TaxPersonal TaxBrown stays tight-lipped on income tax

Brown stays tight-lipped on income tax

Gordon Brown has refused to be drawn on rumours that Labour will pledge to leave income tax rates unchanged as it campaigns for re-election.

The chancellor, who was interviewed on BBC radio, said his party had met all its tax pledges set out in 1997 and would continue to follow its economic plan of bring ‘prosperity for all’.

Brown said his administration would continue to adopt a ‘balanced approach’ to taxation, and foresaw a continued drop in the tax burden over the next few years. The Treasury would ensure tax cuts would be made, where affordable, with children’s tax credit being given particular priority.

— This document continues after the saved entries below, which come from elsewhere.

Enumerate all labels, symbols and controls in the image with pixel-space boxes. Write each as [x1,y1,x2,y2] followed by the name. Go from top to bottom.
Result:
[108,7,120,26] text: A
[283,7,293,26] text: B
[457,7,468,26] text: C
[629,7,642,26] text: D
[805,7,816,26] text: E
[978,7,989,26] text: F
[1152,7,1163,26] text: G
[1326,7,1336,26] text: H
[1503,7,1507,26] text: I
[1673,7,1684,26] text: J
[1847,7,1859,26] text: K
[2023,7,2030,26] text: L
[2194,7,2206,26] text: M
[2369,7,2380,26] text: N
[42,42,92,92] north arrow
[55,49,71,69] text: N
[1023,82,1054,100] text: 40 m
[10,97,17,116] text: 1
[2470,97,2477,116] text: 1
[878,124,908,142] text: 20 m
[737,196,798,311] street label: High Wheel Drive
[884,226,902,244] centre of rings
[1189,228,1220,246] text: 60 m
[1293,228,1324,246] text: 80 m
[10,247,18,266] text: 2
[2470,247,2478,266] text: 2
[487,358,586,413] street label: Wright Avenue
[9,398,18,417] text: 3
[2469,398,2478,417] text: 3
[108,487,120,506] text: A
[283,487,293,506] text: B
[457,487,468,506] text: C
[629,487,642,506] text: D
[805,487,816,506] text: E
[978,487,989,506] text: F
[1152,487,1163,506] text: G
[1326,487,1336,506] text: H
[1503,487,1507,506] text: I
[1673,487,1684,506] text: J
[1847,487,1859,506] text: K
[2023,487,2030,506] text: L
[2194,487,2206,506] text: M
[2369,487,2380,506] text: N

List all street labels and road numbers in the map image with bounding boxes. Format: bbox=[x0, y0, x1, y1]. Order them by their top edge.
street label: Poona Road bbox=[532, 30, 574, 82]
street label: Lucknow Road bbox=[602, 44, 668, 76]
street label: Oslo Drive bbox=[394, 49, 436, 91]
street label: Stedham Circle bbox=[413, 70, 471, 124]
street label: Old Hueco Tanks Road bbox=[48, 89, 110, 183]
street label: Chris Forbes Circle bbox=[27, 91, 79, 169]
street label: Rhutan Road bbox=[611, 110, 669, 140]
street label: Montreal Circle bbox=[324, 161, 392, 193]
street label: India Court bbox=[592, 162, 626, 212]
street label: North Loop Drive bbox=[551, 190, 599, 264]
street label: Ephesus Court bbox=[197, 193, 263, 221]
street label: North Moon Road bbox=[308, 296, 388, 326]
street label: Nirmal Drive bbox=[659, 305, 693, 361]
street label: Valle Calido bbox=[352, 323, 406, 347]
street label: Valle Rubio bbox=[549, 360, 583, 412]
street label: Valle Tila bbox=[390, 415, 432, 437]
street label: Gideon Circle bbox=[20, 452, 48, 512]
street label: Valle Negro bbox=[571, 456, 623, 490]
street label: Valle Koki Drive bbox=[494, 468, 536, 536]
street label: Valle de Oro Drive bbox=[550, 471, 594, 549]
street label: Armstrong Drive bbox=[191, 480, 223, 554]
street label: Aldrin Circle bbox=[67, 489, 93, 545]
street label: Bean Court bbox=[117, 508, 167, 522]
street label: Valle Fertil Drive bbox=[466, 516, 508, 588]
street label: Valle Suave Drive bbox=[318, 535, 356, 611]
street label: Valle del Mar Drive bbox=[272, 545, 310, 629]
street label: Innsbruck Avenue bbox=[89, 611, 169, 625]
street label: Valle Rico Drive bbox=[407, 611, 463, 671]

And despite refusing to comment on the income tax question, Brown did reveal Labour’s five-point economic plan earmarked for the next government, should it triumph at the polls.

He said his party’s goals were economic stability, high productivity, full employment, family prosperity and excellence in education for Britain.

‘Labour’s first goal for the decade, to lock in our hard won and new won economic stability, demands policies to keep inflation and interest rates as low as possible with fiscal rules that are consistently met,’ Brown said.

The chancellor also highlighted the importance of providing employment opportunities for all, and ensuring productivity levels continued to grow.

He pledged that by 2010, Britain would have the fastest growing productivity and thus prosperity of any of its main competitors.

And he criticised the Tories for their ‘boom and bust’ tax policies of the past.

‘When I see the Conservatives coming forward with irresponsible and indiscriminate tax cuts they cannot afford in the next three years, it reminds me of the same reckless mistakes the Conservatives made in the late nineteen-eighties and early nineties – putting stability at risk, cutting public services, and with no fiscal discipline.

This followed attacks from Conservative leader William Hague who said of Labour’s: ‘Never has a party taxed so much and achieved so little.’